Ayer, al bajar del vagón, vi en la estación de subte (metro) a un hombre sentado en un banco, tocando el bandoneón. La música que interpretaba me deleitó de tal manera que permanecí de pié a unos metros, fingiendo que miraba un puesto de revistas. Pensé en dejarle algunos pesos en el maletín que tenía abierto a sus pies, pero por alguna razón me avergonzaba la idea de hacerlo. Nadie se detenía a escuchar ese bello sonido tan característico de la ciudad del tango, no vi a nadie dejarle siquiera una moneda durante los minutos que me quedé ahí.
Pensé en que debería haber un músico en cada estación, impregnando con un poco de alegría y arte los minutos que demora la espera del próximo tren, o los segundos que toma bajar del vagón para salir a la calle. "Deberían ganar lo bastante por ello", me decía a mí mismo cada vez con mayor convencimiento. La acústica de los andenes subterráneos es de lo más propicia.

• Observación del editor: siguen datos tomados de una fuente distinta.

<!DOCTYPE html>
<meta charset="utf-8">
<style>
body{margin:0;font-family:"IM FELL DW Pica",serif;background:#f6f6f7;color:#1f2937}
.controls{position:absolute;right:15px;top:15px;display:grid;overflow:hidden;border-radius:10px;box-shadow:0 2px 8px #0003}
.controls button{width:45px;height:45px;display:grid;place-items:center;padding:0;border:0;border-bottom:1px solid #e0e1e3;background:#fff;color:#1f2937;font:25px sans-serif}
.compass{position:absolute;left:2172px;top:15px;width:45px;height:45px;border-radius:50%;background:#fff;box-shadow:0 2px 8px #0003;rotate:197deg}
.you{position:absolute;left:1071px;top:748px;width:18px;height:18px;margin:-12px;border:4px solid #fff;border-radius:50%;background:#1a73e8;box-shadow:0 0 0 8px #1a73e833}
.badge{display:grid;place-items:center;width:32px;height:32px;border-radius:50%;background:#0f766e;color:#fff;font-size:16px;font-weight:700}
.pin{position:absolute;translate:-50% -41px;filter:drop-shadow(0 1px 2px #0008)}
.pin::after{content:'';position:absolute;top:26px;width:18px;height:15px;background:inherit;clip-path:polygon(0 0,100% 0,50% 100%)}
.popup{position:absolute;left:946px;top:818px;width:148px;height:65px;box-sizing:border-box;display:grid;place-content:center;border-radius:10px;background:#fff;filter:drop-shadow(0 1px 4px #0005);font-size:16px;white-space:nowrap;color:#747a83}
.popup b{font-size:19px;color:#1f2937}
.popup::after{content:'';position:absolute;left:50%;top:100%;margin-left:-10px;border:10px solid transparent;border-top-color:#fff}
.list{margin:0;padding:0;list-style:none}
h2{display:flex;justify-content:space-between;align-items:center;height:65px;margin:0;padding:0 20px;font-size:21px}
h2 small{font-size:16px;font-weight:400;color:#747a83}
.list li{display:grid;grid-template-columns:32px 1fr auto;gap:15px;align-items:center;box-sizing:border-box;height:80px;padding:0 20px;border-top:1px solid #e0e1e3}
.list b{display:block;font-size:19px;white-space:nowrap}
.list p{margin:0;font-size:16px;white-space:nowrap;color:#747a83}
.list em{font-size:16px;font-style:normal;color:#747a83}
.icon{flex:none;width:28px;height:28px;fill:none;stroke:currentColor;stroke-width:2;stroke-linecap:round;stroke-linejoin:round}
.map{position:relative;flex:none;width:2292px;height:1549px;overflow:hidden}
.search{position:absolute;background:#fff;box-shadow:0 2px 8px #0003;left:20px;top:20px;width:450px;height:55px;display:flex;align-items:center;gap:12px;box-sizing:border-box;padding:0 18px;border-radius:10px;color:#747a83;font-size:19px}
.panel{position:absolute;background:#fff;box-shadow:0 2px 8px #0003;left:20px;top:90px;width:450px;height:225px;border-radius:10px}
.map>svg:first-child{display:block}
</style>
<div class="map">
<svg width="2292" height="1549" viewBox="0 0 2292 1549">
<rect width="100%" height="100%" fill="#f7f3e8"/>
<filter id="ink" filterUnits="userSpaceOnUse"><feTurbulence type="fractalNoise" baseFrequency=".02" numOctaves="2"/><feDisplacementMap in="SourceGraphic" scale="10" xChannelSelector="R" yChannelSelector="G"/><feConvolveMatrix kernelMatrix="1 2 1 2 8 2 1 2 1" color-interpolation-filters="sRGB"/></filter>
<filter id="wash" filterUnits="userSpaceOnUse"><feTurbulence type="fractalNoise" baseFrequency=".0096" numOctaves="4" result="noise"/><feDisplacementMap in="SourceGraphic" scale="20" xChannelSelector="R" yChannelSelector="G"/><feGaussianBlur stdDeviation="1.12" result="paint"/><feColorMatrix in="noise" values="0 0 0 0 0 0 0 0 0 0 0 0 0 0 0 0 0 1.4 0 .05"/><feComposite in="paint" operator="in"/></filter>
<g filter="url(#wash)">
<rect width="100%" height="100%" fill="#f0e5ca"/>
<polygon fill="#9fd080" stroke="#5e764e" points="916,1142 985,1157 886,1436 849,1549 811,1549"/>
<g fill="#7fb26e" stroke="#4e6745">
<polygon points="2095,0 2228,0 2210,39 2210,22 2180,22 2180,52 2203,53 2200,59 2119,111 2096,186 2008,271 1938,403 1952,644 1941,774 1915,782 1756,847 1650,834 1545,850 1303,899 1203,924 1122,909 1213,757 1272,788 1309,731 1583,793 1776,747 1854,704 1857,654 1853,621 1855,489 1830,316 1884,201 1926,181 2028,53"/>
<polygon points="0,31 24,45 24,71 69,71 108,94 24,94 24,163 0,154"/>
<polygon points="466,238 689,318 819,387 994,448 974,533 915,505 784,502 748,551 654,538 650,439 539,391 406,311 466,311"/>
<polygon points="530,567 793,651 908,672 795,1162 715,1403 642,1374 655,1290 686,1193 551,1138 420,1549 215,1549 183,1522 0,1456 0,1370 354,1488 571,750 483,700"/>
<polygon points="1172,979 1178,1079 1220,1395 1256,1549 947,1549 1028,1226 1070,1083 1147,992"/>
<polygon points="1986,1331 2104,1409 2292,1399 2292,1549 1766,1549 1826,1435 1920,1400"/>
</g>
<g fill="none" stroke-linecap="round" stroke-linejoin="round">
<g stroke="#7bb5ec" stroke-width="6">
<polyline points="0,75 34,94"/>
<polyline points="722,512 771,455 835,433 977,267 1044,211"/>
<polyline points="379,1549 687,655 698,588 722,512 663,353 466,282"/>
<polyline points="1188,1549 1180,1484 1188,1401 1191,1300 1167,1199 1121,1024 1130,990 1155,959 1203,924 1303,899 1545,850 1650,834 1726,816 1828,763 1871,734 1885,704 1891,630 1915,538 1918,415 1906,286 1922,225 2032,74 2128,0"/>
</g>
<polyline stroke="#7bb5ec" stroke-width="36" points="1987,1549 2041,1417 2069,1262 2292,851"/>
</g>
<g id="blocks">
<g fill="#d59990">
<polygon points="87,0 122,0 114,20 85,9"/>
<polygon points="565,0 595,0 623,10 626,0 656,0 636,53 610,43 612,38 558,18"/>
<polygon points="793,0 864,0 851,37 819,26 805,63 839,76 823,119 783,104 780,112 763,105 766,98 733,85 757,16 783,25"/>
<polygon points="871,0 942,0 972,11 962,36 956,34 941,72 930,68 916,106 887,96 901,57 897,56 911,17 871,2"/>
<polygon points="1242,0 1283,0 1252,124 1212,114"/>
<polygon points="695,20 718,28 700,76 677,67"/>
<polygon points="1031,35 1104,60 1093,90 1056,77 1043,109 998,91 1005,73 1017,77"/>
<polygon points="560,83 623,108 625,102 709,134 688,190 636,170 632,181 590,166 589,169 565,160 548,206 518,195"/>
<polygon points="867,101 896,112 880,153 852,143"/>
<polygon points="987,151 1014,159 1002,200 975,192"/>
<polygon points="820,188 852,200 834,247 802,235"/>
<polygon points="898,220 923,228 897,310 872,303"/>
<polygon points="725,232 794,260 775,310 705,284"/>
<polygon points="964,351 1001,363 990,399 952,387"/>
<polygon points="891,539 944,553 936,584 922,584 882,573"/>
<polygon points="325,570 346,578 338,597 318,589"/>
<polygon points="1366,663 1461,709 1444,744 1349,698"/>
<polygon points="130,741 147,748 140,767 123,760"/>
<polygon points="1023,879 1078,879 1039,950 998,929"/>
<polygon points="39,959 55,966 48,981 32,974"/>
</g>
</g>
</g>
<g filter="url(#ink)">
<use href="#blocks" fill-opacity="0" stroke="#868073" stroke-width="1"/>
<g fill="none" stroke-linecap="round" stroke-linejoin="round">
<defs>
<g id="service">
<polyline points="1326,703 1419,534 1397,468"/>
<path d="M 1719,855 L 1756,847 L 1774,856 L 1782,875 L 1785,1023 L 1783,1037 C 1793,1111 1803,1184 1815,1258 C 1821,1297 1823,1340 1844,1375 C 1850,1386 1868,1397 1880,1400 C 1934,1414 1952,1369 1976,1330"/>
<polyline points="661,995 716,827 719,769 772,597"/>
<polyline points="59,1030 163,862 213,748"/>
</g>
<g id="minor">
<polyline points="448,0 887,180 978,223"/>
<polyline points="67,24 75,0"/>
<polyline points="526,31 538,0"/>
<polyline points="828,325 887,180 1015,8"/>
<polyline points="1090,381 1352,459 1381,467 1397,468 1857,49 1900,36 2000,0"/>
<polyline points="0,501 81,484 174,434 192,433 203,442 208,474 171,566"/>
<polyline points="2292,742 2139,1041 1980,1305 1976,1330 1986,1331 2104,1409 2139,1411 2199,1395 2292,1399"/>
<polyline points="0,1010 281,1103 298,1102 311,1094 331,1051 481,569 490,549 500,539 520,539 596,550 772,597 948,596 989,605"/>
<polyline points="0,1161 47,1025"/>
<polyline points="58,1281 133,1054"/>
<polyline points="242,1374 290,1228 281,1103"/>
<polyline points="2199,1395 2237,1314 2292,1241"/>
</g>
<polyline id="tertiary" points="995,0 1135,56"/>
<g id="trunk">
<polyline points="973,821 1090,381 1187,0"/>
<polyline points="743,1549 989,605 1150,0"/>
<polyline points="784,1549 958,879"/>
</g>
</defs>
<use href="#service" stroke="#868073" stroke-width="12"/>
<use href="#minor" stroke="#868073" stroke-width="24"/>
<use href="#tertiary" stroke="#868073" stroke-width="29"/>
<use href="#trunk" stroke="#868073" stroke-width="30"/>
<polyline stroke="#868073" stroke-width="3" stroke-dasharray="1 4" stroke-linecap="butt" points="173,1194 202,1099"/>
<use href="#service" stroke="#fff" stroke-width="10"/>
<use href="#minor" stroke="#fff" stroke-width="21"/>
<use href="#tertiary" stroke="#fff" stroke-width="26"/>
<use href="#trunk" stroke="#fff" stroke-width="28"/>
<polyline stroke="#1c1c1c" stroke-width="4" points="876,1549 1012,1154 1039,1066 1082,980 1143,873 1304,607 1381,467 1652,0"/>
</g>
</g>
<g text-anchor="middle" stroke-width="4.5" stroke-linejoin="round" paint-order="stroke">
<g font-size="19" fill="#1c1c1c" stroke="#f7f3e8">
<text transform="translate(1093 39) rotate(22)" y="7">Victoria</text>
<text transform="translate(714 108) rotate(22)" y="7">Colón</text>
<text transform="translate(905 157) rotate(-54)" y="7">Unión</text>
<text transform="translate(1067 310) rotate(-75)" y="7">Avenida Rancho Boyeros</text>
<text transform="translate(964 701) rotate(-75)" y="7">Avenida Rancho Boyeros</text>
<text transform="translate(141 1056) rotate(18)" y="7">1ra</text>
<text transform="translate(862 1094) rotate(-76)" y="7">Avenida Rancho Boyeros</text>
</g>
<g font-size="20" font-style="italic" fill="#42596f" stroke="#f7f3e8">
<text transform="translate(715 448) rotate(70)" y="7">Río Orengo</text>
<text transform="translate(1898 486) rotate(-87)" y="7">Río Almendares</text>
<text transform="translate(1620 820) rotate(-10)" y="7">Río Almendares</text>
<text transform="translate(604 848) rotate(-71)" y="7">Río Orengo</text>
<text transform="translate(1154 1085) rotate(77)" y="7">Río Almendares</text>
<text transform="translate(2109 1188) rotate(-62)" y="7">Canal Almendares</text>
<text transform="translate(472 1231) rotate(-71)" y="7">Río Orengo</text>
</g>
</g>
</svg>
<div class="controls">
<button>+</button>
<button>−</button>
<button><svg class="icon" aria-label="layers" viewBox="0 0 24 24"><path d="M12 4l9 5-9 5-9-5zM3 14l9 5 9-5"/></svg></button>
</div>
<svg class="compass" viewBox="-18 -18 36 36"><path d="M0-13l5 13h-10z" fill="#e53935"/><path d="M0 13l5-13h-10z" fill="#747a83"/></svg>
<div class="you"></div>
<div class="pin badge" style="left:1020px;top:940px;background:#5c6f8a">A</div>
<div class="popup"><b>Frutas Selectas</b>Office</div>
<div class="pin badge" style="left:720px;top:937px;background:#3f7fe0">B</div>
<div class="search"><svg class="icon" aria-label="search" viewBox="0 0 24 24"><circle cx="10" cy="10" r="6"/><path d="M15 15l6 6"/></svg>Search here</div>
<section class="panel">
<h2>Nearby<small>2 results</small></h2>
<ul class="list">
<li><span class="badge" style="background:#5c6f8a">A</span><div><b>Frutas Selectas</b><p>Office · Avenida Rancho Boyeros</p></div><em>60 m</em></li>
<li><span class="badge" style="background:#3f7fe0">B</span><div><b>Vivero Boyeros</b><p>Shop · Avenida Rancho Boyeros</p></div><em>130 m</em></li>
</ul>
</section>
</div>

Tenía que irme, tomé un billete de cinco pesos y me acerqué al músico. Me agaché sin demasiado apuro y dejé el dinero en el maletín; mientras me levantaba, fui al encuentro de su mirada agradecida. Le devolví una sonrisa.
Era más fácil irme sin más, pero no podía hacerlo. Ojalá me encontrara un bandoneonista cada vez que voy a tomar el subte.